Quem: Profissionais de diferentes idades consultados pelo Estudo de Tendências Laborais 2026, realizado pela WeWork em parceria com a Offerwise.
O que: A geração Z (nascidos entre 1997 e 2012) é a mais contrária a aceitar empregos sem carteira assinada ou sem benefícios formais. Segundo a pesquisa, 65% dos jovens afirmam que não aceitariam uma vaga nessas condições — o maior índice entre as faixas etárias pesquisadas.
Quando e onde: Dados do Estudo de Tendências Laborais 2026, com entrevistas a 2,5 mil profissionais no Brasil.
Diferenças geracionais e principais números
Como: A amostra mostrou contraste entre gerações: enquanto 65% dos entrevistados da geração Z rejeitam trabalhos sem formalização, entre as pessoas com idade entre 62 e 80 anos, 63% disseram que não recusariam uma oportunidade nessas condições — ou seja, têm maior propensão a aceitar propostas sem contrato.
Por quê: O levantamento relaciona esse contraste ao contexto em que cada geração se formou. Os baby boomers (1946–1964) cresceram valorizando estabilidade e trajetórias longas em uma mesma empresa. A geração X (1965–1980) manteve a busca por segurança, mas com mais abertura a mudanças. Os millennials (1981–1996) passaram a exigir mais sentido no trabalho, com foco em propósito, ambiente e desenvolvimento. A geração Z aprofundou essas transformações: valoriza aprendizado contínuo, identificação com a ocupação e a possibilidade de transições rápidas, ao mesmo tempo em que cresceu em cenário econômico mais volátil, o que explicaria a ênfase em garantias como a formalização.
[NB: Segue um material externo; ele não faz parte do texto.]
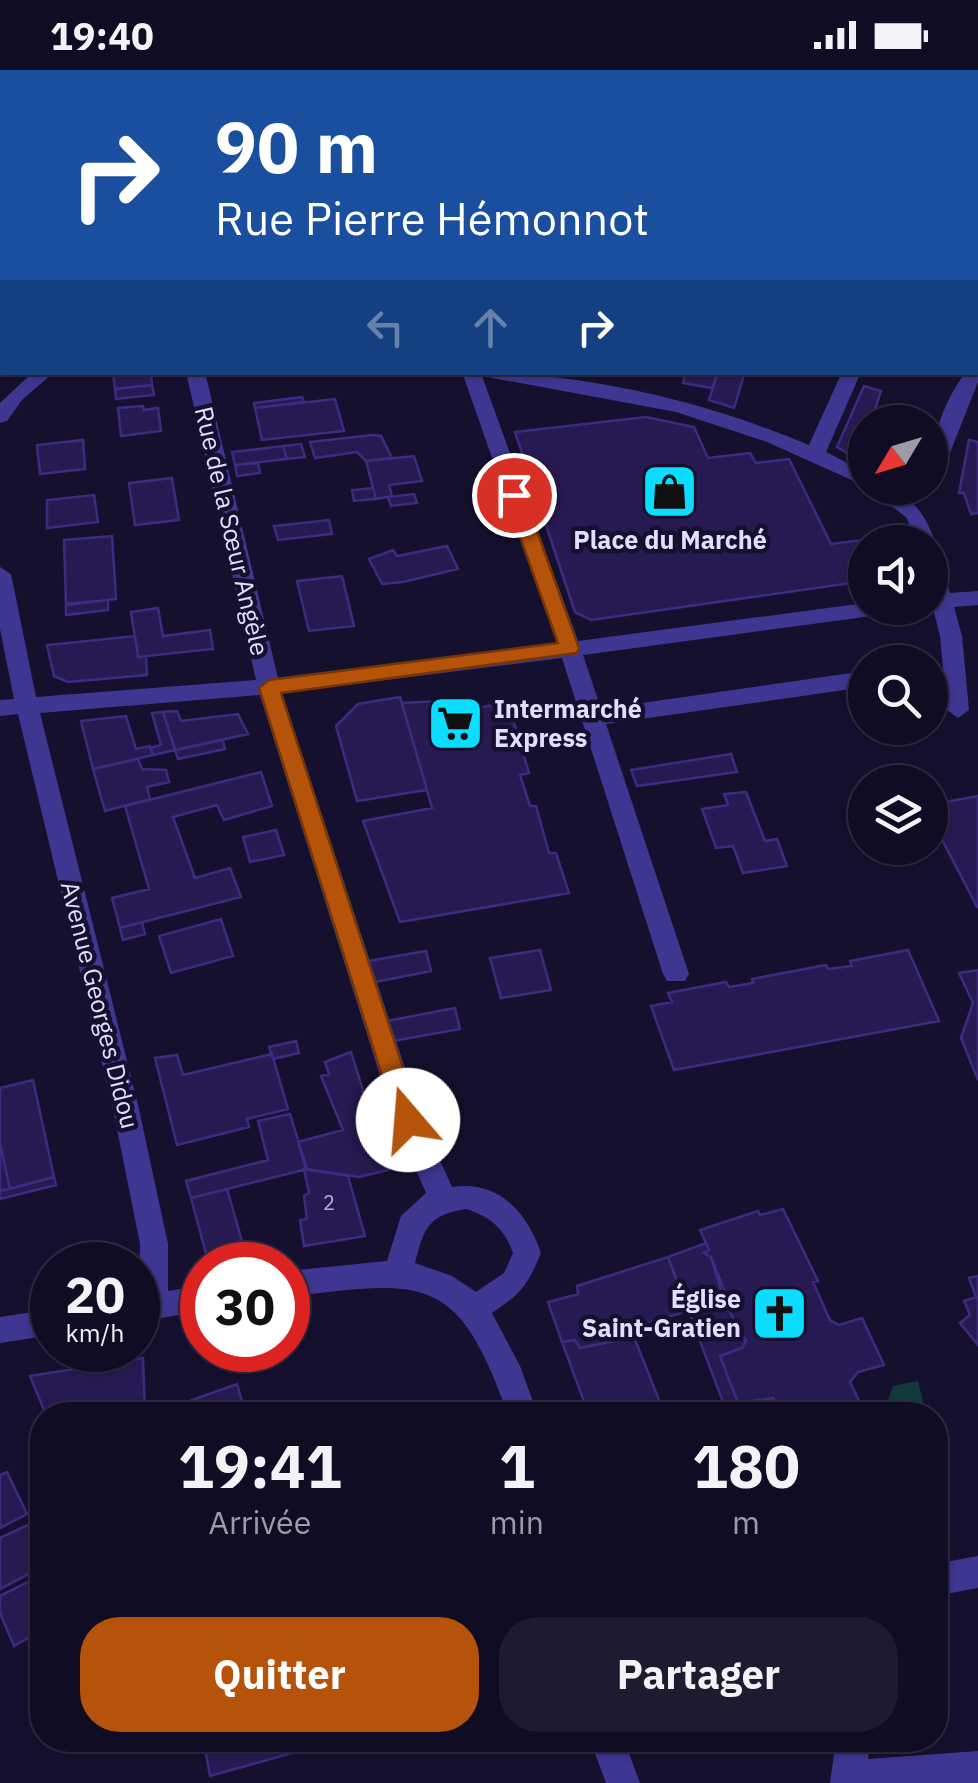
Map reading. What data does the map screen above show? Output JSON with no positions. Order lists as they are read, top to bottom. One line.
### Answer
{"streets":{"street":["Rue de la Sœur Angèle","Avenue Georges Didou"]},"places":{"shop":["Place du Marché"],"supermarket":["Intermarché Express"],"church":["Église Saint-Gratien"]},"house_numbers":["2"],"north":"bottom left","page":{"status":"19:40","turn":["90 m","Rue Pierre Hémonnot"],"speed":"20 km/h","limit":"30","eta":["19:41","Arrivée","1","min","180","m"],"buttons":["Quitter","Partager"]}}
O sociólogo Ricardo Nunes comentou o comportamento das novas gerações: “As novas gerações aprendem desde cedo que precisam se adaptar e buscar seus próprios caminhos”.
Além do tema da formalização, o estudo apontou outros desalinhamentos entre desejos e realidades no mercado de trabalho brasileiro. Seis em cada 10 entrevistados preferem trabalhar no modelo híbrido ou remoto, mas apenas quatro em cada 10 estão atualmente nessa modalidade.
Sobre retorno ao escritório, 82% declararam que aceitariam voltar ao presencial mediante aumento salarial; 72% avaliaram que o retorno foi organizado e estruturado. O equilíbrio entre vida pessoal e trabalho permanece prioridade: 64% dizem que aceitariam ganhar menos para preservar essa relação.
O estudo conclui que o futuro do mercado de trabalho no Brasil deverá resultar da convivência entre gerações, com empresas ajustando práticas para responder a expectativas diferentes, em vez de uma substituição completa de modelos.